Exercise data:
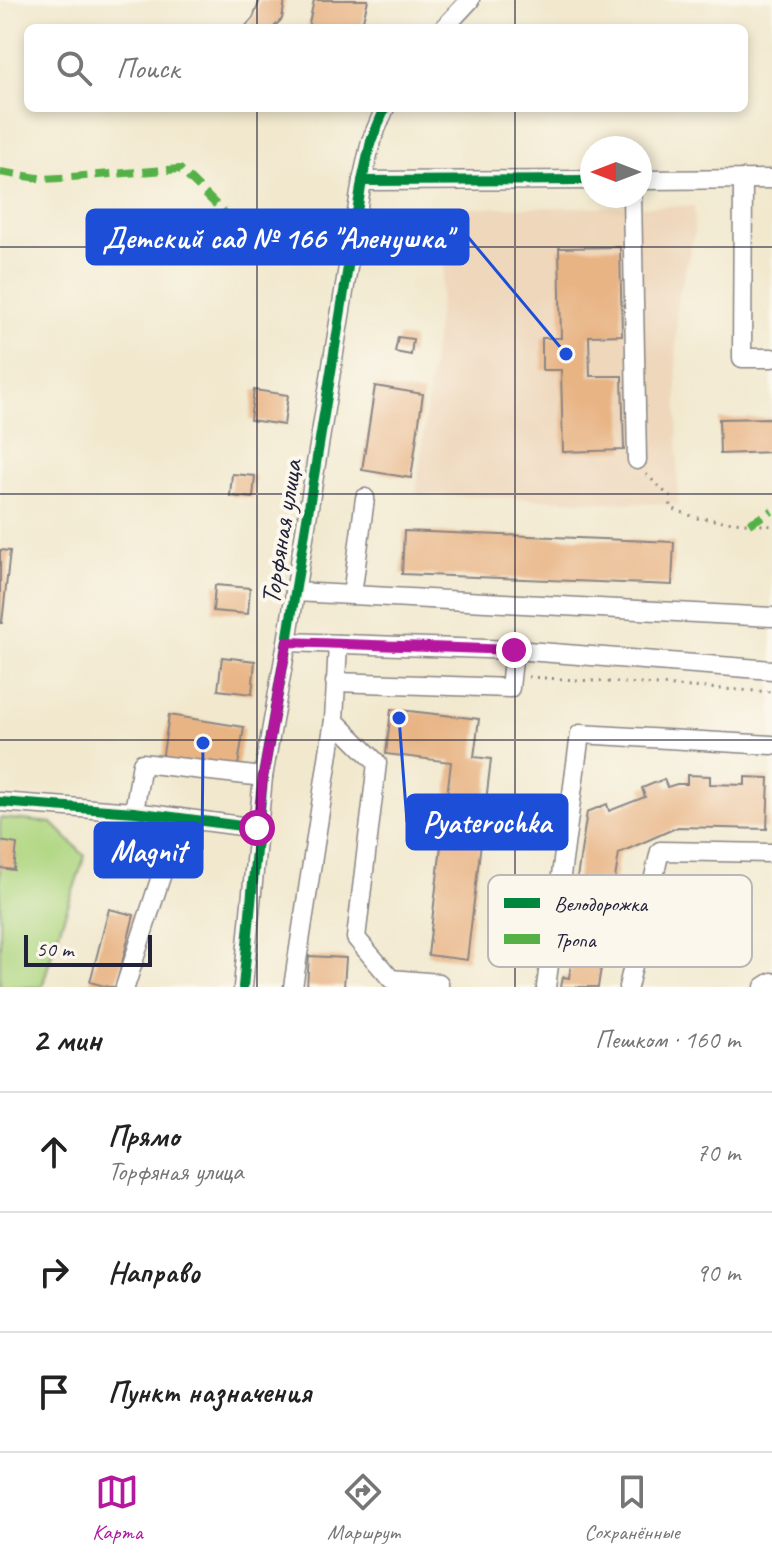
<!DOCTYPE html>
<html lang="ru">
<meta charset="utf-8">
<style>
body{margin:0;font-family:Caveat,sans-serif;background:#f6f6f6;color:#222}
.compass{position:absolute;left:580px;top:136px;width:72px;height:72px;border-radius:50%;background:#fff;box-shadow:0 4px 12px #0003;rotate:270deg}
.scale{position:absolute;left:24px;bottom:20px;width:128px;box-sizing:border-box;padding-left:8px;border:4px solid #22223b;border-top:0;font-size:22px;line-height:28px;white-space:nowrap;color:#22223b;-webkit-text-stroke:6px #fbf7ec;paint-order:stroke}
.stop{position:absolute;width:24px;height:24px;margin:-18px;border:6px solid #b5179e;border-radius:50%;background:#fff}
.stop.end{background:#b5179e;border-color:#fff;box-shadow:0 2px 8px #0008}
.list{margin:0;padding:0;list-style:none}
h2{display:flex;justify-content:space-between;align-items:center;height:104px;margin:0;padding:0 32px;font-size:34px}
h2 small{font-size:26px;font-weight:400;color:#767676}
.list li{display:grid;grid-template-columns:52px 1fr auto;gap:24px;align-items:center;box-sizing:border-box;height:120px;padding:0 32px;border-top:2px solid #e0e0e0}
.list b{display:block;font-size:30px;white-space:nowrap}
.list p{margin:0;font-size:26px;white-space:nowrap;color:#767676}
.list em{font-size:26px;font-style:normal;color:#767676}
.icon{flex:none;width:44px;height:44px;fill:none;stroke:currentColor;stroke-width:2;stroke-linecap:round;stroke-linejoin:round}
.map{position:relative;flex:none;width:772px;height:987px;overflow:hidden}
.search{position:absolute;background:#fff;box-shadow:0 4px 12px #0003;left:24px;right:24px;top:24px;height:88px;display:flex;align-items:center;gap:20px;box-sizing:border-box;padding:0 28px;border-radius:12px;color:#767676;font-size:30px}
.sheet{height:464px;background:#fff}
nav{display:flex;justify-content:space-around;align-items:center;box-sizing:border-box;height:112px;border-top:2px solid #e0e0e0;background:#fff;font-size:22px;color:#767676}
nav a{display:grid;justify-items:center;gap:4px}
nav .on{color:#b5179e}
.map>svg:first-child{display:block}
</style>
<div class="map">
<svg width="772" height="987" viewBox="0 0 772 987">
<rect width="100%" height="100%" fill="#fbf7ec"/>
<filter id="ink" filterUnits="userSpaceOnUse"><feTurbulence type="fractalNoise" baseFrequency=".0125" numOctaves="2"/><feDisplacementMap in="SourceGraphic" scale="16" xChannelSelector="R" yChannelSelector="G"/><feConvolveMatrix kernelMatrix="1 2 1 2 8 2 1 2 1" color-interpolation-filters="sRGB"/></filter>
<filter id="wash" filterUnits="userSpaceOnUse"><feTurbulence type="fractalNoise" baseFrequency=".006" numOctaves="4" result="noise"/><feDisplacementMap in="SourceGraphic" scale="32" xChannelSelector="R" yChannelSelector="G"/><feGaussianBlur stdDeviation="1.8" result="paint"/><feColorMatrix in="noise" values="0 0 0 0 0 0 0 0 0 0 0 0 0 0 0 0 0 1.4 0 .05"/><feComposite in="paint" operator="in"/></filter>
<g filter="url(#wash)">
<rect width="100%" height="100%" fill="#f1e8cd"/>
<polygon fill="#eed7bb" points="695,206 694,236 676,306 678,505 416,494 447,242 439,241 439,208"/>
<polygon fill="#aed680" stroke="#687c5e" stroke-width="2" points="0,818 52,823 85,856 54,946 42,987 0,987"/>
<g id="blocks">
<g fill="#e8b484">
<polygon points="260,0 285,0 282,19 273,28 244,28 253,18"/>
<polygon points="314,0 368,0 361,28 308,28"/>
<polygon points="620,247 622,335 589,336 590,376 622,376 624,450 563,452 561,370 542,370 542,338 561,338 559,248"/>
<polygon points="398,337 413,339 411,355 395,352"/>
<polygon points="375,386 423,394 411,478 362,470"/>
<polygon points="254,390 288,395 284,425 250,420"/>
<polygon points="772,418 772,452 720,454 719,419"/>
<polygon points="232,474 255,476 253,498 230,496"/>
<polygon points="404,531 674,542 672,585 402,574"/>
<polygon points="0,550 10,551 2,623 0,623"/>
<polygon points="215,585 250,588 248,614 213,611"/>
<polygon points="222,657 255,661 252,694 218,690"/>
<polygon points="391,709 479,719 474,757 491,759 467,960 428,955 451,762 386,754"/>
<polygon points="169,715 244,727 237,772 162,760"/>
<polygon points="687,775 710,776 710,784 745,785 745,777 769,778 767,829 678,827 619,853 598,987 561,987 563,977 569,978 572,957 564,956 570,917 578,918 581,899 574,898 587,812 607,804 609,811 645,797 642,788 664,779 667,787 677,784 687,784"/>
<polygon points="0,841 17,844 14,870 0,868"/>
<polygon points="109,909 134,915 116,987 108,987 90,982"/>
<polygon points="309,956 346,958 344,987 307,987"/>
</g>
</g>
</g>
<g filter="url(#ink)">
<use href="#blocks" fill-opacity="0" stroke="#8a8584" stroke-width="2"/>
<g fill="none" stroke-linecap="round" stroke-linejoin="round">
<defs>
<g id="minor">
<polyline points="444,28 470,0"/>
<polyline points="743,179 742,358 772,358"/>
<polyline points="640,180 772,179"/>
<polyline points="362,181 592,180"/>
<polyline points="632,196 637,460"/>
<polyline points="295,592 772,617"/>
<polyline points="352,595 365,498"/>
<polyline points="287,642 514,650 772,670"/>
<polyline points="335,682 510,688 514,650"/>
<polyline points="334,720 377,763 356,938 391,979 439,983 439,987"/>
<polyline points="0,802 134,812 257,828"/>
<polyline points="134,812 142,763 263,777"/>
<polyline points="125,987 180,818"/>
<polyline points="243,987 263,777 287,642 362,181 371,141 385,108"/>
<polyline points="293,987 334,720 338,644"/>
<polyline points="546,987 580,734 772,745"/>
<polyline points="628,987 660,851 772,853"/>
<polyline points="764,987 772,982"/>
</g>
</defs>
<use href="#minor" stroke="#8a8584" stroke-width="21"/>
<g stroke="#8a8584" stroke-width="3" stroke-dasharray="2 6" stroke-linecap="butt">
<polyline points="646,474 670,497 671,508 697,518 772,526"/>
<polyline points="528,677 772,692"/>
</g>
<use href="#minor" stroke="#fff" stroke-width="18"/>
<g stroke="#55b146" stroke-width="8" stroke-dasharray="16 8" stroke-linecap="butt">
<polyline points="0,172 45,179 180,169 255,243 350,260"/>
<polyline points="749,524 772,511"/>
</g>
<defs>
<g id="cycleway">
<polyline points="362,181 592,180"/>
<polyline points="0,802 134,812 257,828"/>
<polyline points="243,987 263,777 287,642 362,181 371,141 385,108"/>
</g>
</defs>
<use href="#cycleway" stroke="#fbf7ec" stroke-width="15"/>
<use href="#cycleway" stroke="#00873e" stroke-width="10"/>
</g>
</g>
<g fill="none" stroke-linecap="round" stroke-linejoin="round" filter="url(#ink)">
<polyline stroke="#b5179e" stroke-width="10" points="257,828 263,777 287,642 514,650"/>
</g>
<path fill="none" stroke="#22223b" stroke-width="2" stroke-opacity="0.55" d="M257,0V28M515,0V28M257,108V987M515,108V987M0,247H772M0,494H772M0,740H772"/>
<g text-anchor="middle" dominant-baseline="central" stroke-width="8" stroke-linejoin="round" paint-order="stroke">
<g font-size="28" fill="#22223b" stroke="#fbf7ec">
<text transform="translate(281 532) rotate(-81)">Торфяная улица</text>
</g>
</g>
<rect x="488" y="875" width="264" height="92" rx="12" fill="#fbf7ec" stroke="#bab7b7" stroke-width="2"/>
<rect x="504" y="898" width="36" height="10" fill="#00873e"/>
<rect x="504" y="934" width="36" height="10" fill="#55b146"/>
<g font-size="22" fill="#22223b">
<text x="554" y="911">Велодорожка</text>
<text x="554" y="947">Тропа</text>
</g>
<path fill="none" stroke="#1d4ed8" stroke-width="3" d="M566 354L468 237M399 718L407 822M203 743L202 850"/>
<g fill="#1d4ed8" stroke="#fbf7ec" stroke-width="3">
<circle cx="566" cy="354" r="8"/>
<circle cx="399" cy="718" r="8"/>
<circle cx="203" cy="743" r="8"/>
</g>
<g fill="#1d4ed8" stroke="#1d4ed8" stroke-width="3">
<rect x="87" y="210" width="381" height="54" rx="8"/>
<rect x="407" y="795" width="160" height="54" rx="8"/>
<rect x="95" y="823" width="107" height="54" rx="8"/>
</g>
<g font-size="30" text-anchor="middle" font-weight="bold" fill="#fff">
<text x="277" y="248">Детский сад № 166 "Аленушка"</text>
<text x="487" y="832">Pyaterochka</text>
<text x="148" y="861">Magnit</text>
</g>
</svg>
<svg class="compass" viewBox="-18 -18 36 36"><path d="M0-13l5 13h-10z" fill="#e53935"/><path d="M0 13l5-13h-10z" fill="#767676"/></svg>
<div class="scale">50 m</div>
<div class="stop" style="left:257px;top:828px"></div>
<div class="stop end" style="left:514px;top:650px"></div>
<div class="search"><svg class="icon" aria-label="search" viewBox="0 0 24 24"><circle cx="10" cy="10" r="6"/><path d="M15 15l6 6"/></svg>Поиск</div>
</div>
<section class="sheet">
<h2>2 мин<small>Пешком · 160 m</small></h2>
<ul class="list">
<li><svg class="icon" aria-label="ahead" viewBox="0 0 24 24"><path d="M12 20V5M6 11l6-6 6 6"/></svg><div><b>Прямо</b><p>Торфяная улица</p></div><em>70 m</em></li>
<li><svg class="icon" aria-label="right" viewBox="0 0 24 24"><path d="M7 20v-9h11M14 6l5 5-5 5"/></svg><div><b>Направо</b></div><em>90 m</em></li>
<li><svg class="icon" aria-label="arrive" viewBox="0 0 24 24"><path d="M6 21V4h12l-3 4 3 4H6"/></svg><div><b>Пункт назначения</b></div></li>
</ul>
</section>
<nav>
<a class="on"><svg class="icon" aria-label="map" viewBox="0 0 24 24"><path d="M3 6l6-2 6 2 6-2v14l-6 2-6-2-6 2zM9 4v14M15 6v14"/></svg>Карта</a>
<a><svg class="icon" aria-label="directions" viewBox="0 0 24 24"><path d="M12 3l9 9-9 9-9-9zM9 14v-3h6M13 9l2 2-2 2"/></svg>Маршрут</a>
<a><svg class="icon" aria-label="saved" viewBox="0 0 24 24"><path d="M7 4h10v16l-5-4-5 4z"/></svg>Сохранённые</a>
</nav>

What the task requires: Among the lines above, which ones include the word "white"? Copy them.

Completed task:
.scale{position:absolute;left:24px;bottom:20px;width:128px;box-sizing:border-box;padding-left:8px;border:4px solid #22223b;border-top:0;font-size:22px;line-height:28px;white-space:nowrap;color:#22223b;-webkit-text-stroke:6px #fbf7ec;paint-order:stroke}
.list b{display:block;font-size:30px;white-space:nowrap}
.list p{margin:0;font-size:26px;white-space:nowrap;color:#767676}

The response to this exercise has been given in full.